## WORK INSTRUCTIONS
Among these entries, how many lines have the string "Schmellerstraße" in them? Only the number is needed.

──────── PROVIDED INFORMATION

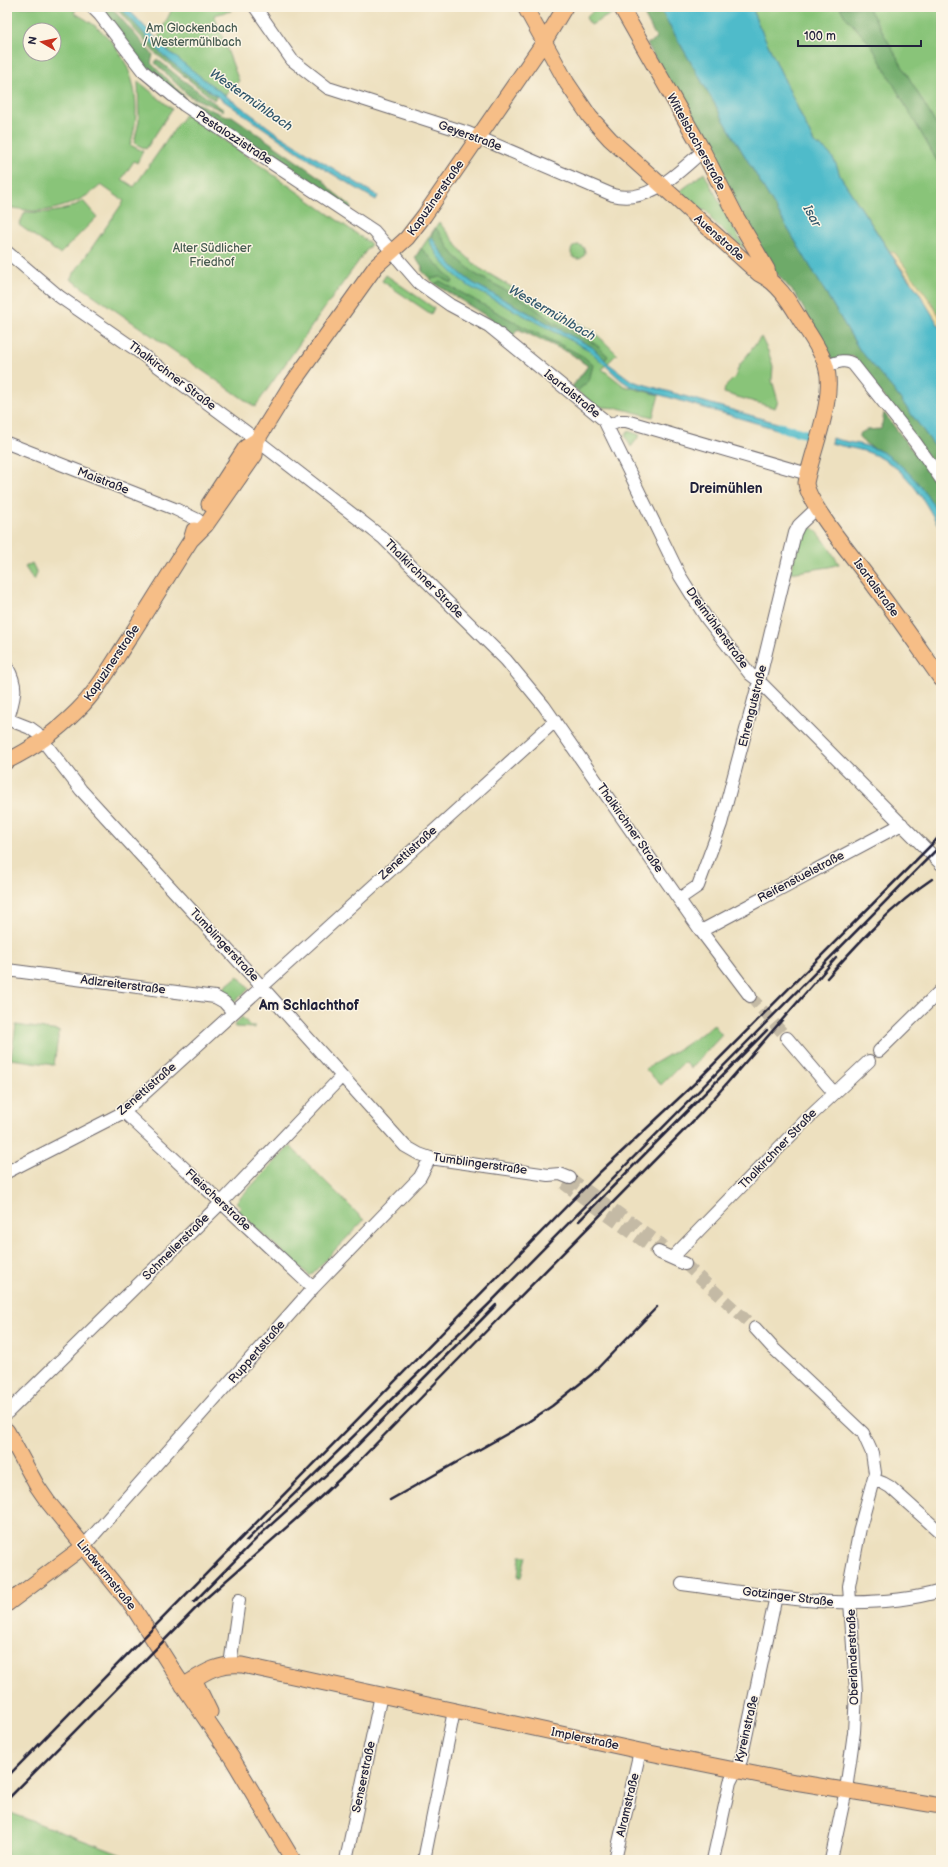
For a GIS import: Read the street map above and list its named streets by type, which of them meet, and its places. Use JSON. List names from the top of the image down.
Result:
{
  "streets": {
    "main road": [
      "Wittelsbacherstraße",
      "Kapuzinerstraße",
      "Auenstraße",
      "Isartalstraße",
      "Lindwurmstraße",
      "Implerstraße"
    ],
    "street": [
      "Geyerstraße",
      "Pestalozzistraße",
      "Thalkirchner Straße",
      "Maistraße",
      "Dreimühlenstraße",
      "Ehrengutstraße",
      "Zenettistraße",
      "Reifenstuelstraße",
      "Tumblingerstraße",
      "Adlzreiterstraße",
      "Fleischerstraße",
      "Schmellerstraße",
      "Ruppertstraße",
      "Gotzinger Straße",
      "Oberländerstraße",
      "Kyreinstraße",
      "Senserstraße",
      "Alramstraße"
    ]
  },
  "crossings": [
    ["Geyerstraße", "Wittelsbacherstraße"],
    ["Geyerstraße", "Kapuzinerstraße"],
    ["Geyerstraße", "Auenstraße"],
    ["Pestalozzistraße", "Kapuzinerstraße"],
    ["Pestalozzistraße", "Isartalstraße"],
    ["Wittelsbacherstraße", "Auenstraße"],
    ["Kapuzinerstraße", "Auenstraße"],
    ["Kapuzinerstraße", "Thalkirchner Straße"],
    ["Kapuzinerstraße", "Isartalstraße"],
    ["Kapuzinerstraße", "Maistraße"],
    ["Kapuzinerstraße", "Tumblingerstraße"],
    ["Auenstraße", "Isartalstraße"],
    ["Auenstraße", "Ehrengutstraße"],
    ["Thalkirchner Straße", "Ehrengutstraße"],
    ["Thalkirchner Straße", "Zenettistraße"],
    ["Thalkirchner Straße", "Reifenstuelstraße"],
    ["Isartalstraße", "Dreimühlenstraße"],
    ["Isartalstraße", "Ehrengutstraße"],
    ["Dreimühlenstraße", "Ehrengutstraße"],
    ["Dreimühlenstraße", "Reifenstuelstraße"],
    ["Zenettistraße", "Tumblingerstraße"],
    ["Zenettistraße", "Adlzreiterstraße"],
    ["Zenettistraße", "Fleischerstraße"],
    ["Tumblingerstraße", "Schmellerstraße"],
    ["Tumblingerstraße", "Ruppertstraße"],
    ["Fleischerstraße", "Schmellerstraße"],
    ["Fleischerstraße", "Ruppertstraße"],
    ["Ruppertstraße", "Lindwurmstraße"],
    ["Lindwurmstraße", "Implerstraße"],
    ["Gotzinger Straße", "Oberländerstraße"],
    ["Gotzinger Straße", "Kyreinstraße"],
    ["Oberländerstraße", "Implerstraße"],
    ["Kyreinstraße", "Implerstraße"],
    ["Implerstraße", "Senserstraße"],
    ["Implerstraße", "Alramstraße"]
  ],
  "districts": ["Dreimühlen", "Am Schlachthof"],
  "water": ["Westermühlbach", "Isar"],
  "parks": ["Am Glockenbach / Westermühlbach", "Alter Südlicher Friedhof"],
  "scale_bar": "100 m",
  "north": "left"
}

────────────────
──────── PROVIDED INFORMATION

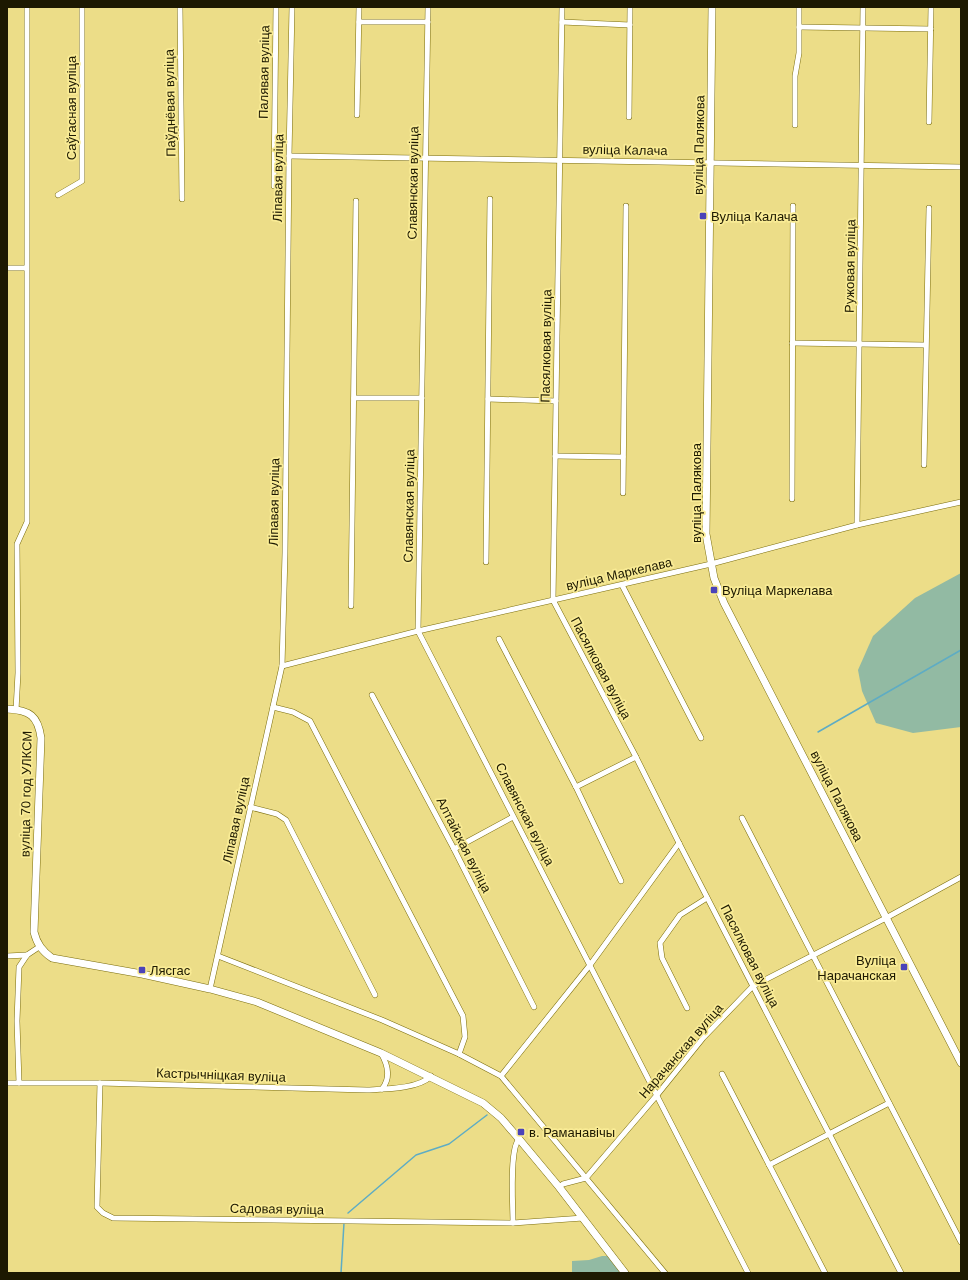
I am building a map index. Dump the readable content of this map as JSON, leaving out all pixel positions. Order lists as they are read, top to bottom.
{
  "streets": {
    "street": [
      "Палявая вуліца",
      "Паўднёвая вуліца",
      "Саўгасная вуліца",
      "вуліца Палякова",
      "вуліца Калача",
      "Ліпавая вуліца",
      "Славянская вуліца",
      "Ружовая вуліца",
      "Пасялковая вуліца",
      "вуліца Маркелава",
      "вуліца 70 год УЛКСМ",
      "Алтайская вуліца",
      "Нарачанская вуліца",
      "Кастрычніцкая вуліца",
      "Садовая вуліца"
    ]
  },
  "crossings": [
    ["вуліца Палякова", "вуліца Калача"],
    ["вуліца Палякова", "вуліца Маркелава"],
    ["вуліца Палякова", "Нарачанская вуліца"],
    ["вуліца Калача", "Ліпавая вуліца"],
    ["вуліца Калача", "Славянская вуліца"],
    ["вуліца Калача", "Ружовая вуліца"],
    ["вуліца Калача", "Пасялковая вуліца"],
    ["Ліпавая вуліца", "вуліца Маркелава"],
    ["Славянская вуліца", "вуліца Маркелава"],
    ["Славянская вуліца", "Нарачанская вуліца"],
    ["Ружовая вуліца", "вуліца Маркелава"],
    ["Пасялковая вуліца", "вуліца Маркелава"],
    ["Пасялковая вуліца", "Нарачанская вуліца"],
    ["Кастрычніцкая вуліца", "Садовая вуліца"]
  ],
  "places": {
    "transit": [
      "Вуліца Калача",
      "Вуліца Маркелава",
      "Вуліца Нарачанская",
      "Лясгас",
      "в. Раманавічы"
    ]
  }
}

────────────────

## PROBLEM SOLUTION
3